Cada módulo é definido em um arquivo TypeScript separado que contém metadados específicos, como os componentes e serviços que ele declara, bem como outras informações de configuração. 

Propósitos dos Módulos 

Organização;Escopo de Funcionalidade; e 

  1. Organização; 
  2. Escopo de Funcionalidade; e 
  3. Reutilização. 

1) Organização 

Os módulos ajudam a organizar o código do aplicativo em partes coesas, tornando-o mais compreensível e fácil de manter. 

2) Escopo de Funcionalidade 

Os módulos definem escopos de funcionalidade. Isso significa que os componentes, diretivas e serviços declarados em um módulo estão disponíveis apenas para outros componentes do mesmo módulo, a menos que sejam exportados. 

3) Reutilização 

Os módulos podem ser reutilizados em diferentes partes do aplicativo. Isso promove a reutilização de código. 

Módulo raiz (root module) no Angular 

Todo aplicativo Angular possui um módulo raiz (root module) que é inicializado quando o aplicativo é carregado. Esse módulo é conhecido como AppModule por convenção. 

Em aplicativos Angular maiores, é comum dividir as funcionalidades em módulos separados. Por exemplo, você pode ter um módulo para autenticação, outro para administração e assim por diante. Os módulos secundários normalmente são importados no módulo raiz ou em outros módulos secundários, conforme necessário. 

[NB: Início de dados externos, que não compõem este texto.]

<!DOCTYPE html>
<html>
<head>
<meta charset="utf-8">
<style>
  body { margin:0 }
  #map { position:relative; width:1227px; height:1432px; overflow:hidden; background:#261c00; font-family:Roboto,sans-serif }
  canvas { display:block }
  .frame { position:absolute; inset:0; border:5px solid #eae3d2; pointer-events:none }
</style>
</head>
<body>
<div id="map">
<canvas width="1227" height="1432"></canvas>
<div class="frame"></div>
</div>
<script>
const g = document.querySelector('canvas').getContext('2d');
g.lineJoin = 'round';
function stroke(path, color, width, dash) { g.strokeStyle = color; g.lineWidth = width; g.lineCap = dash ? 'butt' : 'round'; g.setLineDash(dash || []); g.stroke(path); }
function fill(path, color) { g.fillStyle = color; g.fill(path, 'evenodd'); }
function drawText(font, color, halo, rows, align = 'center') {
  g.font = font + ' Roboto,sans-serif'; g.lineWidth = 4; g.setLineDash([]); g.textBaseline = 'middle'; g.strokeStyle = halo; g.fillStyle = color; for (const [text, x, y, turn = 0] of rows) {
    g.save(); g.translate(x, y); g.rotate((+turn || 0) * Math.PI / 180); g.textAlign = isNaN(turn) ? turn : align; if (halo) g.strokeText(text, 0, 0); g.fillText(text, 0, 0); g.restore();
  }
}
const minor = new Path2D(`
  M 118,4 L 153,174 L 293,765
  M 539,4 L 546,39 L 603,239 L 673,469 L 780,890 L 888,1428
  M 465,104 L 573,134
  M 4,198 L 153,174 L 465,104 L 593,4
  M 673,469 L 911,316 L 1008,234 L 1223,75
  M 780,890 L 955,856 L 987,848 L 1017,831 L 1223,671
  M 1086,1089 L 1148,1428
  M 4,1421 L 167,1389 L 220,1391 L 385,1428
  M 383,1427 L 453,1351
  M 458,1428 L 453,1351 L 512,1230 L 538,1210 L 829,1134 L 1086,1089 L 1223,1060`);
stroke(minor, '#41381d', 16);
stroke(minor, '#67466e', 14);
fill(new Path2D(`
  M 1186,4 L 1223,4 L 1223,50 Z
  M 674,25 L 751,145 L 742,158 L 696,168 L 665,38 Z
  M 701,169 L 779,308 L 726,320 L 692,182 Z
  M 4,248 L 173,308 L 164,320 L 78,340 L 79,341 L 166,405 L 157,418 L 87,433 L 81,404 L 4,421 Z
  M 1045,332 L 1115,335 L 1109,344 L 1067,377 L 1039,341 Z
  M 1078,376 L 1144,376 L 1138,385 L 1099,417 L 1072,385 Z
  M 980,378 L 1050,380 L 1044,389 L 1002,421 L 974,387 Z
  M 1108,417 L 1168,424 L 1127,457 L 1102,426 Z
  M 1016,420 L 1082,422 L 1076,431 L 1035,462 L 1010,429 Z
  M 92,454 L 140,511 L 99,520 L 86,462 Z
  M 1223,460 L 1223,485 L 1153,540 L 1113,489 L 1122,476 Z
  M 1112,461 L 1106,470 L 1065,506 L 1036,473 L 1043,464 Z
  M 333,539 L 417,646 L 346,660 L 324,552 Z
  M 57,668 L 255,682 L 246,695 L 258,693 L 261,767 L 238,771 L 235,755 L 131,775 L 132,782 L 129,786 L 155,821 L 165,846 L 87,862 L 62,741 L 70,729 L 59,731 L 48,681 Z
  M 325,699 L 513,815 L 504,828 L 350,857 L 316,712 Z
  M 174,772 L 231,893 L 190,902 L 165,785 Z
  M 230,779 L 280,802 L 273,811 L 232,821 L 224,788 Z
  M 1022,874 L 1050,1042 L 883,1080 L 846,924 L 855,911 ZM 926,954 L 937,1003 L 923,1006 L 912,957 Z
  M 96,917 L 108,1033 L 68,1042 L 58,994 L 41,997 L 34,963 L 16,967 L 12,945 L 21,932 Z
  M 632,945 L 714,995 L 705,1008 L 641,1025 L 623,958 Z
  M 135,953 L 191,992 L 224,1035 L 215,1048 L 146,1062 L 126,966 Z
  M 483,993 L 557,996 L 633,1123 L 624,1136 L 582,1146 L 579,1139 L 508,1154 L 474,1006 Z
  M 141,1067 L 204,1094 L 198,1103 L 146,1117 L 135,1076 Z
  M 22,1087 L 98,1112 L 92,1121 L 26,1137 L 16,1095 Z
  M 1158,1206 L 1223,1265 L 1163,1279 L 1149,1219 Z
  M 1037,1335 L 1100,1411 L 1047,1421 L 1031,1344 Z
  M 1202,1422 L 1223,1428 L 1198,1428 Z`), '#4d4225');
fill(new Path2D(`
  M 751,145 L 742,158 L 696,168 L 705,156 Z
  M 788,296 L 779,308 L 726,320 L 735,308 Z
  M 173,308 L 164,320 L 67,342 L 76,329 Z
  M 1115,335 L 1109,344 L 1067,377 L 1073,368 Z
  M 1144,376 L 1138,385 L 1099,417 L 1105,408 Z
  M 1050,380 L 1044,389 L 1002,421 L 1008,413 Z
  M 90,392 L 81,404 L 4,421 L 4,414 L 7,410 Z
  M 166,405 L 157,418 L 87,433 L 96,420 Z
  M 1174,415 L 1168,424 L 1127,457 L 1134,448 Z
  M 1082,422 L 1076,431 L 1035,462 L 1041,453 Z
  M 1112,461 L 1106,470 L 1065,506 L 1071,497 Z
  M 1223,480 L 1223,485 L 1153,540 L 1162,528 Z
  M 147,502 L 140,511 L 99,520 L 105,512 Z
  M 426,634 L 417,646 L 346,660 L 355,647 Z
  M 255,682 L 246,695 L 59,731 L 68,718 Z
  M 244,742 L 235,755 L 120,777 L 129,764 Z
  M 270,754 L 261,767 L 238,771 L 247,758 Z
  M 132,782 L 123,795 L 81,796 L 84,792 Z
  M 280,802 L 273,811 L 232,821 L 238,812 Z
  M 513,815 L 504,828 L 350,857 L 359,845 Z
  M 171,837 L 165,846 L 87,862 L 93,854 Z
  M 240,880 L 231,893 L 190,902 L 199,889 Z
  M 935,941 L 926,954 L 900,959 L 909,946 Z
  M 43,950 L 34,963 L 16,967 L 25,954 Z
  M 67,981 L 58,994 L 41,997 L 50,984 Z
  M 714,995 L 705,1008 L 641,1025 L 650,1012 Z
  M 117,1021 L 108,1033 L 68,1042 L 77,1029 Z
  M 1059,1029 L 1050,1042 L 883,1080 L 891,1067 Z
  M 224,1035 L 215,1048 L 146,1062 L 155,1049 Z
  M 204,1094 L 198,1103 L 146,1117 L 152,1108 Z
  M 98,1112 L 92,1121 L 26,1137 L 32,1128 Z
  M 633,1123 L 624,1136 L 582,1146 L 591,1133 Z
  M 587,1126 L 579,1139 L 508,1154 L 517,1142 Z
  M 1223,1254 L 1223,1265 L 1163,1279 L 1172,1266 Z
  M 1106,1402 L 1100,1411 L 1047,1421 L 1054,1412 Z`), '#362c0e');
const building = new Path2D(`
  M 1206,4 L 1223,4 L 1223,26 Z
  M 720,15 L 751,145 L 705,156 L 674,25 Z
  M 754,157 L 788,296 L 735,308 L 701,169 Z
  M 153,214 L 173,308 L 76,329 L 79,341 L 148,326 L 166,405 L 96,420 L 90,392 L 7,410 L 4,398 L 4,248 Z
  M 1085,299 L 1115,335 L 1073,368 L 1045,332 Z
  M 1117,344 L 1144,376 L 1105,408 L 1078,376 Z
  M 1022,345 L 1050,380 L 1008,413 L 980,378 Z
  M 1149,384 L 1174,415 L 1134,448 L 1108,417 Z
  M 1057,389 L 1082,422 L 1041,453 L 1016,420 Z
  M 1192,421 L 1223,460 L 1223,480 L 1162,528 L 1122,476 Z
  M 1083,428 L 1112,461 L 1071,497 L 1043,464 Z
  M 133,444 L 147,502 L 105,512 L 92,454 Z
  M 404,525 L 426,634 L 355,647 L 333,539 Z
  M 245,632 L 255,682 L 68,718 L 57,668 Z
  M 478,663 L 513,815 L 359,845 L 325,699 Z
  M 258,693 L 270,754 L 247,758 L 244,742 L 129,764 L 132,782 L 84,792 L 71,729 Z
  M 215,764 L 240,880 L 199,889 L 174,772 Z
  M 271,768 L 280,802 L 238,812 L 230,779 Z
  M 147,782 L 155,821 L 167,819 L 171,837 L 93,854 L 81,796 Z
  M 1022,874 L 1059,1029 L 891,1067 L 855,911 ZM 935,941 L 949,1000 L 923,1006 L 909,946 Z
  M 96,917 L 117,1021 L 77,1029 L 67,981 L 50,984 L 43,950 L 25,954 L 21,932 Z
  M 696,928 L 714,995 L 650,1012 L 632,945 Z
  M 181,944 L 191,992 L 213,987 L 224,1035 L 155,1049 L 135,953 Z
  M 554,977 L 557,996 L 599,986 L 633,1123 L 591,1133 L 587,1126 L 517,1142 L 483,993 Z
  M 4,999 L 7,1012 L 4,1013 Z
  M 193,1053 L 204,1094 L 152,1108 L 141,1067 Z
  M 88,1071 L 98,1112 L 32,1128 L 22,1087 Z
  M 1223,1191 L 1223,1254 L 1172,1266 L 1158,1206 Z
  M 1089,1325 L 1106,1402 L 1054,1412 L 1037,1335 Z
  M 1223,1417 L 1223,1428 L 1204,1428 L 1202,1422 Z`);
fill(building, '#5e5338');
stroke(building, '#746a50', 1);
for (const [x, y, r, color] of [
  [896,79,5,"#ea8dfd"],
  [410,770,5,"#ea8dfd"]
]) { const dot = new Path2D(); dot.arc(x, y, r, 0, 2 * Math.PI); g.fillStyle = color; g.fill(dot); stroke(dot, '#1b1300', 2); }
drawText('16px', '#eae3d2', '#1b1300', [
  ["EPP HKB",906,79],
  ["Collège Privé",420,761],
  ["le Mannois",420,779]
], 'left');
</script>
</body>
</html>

Os módulos têm papel fundamental na estruturação e organização de aplicações Angular, permitindo a criação de aplicativos escaláveis e promovendo a modularidade e reutilização de código, aspectos essenciais para projetos de software bem-sucedidos. 

Para aprender sobre modularização, você pode conferir o curso Angular: boas práticas de desenvolvimento com Modularização, Lazy Loading e Interceptors

Standalone components 

Os `standalone components` são agora o padrão no Angular, dispensando o uso de `NgModule` para agrupar componentes. Isso simplifica a estrutura e facilita a manutenção, já que os componentes podem ser usados de forma independente. As dependências, como `CommonModule` e `RouterLink`, são importadas diretamente dentro do componente, simplificando o processo. 

Exemplo de componente standalone antes da versão 19: 

import { CommonModule } from '@angular/common'; 
import { Component } from '@angular/core'; 
@Component({ 
  selector: 'app-hello', 
  imports: [CommonModule], 
  standalone: true, 
  templateUrl: './hello.component.html', 
  styleUrl: './hello.component.css' 
}) 
export class HelloComponent {}

Como parte da atualização do Angular v19, um `schematic` executado pelo comando `ng update` remove automaticamente a propriedade standalone de componentes, diretivas e pipes autônomos, e define como false para componentes não standalone. 

import { CommonModule } from '@angular/common'; 
import { Component } from '@angular/core'; 
@Component({ 
  selector: 'app-hello', 
  imports: [CommonModule], 
  templateUrl: './hello.component.html', 
  styleUrl: './hello.component.css' 
}) 
export class HelloComponent {}

Além disso, foi introduzido o sinalizador `strictStandalone`, que pode ser ativado para gerar um erro caso um componente, diretiva ou pipe não seja `standalone`. Isso permite reforçar o uso de APIs modernas em seu projeto, mas sua ativação não é obrigatória. Para habilitá-lo, adicione a seguinte configuração no `tsconfig.json`

{ 
  "angularCompilerOptions": { 
"strictStandalone": true 
  } 
}

Lazy loading 

Uma forma de otimizar a sua aplicação é usando o carregamento de módulos sob demanda, também conhecido como lazy loading

O Lazy Loading é uma técnica fundamental no Angular para melhorar o desempenho e a eficiência das aplicações. 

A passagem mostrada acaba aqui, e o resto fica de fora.